Que el mundo gira al revés y que el paisaje
(la calle, la casa, el cuarto) sólo es el escenario
para que los actores reciten sus mal
hilados pensamientos. El mundo ya no es
más el centro del mundo...

He aquí que el poeta devela el rostro de quien se afana a diario. La mímesis, la transfiguración, el cambio de piel del espíritu que se hace rostro diverso, persona distinta. Máscara es personaje, sujeto, rictus o sonrisa. El teatro: he aquí a Calderón de la Barca y su Gran Teatro del Mundo, también el viejo edificio isabelino The Globe, reducto de William Shakespeare, desde donde imanta el mundo con sus tragedias. Y el eco de Samuel Beckett.

La vida cotidiana y un viaje a Londres le permitieron al poeta decirse de sus caras:

La máscara de profesor,
La de poeta, la de buen vecino
Son disfraces cuando hay
Que salir afuera, a ganarse la vida.
La gran mascarada
Tiene lugar allá afuera...

Esta tercera parte, global, va más allá del hombre en la esquina o de quien se sienta en el balcón a escudriñar los misterios del cerro. Va más allá de quien en soledad se rasga la piel. Aquí alguien se desnuda, se quita las caras que suele usar.

El rostro que muestras todos los días
es una máscara; el que ocultas,
el que guardas para ti mismo, es otra.
Algo así parece querer
decirnos Shakespeare, nuestro
contemporáneo ¿o no?

Los tres escenarios, altares para el rito de liberar la memoria usados por el poeta, han servido para dejar al descubierto el propósito de quien escribe poesía sin pensar en ella. Un hombre que escribe para que todos entren en la poesía.
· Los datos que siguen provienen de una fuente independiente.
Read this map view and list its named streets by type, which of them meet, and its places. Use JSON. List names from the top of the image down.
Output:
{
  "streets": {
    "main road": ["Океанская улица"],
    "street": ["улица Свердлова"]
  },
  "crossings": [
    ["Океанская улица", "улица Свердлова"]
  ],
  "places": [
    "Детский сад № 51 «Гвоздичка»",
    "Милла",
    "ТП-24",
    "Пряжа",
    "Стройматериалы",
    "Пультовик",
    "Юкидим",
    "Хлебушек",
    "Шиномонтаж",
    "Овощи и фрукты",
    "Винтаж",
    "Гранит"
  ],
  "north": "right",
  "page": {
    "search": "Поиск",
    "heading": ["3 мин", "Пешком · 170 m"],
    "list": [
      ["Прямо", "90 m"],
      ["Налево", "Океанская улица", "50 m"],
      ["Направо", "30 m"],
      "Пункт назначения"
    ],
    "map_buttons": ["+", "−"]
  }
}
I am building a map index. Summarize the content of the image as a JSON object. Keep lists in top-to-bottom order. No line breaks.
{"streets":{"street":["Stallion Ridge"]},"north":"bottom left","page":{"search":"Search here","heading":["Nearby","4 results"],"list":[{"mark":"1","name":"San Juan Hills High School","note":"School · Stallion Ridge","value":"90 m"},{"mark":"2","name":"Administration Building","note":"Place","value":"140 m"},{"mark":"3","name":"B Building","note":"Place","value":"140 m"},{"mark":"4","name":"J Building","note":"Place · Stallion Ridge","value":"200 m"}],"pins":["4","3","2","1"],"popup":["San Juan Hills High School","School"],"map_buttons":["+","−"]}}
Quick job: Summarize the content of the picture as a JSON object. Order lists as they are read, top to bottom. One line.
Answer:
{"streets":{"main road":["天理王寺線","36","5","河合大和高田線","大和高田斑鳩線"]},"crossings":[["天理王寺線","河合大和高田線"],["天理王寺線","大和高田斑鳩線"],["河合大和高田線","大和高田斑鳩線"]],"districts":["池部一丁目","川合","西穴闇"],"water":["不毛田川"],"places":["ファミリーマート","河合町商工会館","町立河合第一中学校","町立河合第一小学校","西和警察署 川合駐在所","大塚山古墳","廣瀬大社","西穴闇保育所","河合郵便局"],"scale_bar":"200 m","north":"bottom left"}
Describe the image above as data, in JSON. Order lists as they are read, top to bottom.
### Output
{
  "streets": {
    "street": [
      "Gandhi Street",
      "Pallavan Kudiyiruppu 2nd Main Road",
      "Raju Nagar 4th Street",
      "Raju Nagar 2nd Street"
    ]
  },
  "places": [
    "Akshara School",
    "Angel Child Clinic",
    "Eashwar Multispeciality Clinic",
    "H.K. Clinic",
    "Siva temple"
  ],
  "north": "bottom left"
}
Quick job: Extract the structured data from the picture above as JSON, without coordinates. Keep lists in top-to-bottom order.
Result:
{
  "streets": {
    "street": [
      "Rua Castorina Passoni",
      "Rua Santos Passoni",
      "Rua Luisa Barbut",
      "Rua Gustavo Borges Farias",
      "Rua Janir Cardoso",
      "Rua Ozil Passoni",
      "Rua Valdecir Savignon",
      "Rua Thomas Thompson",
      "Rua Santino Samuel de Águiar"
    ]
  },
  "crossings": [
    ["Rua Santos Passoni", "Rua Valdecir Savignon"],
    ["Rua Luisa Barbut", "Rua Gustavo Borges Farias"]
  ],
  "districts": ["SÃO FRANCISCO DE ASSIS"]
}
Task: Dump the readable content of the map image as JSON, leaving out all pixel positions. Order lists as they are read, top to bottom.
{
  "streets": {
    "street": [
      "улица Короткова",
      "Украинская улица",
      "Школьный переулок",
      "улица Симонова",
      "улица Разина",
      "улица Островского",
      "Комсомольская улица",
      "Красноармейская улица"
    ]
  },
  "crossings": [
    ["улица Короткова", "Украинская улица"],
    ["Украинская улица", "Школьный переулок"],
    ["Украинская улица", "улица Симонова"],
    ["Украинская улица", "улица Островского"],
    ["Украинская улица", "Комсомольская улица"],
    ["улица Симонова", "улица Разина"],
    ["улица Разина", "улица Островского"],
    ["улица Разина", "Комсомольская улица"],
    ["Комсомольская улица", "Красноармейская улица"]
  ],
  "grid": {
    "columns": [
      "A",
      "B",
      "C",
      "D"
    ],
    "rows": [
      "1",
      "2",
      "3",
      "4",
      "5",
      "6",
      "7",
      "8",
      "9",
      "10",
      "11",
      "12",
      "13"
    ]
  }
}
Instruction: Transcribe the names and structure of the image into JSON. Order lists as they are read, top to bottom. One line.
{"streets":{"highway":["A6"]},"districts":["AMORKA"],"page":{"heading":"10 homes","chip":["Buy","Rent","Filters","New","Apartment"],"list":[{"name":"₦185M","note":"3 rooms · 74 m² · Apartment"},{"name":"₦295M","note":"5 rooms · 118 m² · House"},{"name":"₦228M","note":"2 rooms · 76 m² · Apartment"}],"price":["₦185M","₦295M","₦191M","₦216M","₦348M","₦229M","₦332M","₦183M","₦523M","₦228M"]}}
Un hombre ha sido testigo de las calles, de la gente, de una ciudad. Un hombre se descubre a diario en una montaña desde una ventana. Un hombre se arranca el rostro para colocarse otro. Definitivamente, un hombre. Un poeta que habla y como dice Eliot se ubica, construye, examina y viaja con sus distintas máscaras. Un hombre hecho varias personas en un poema.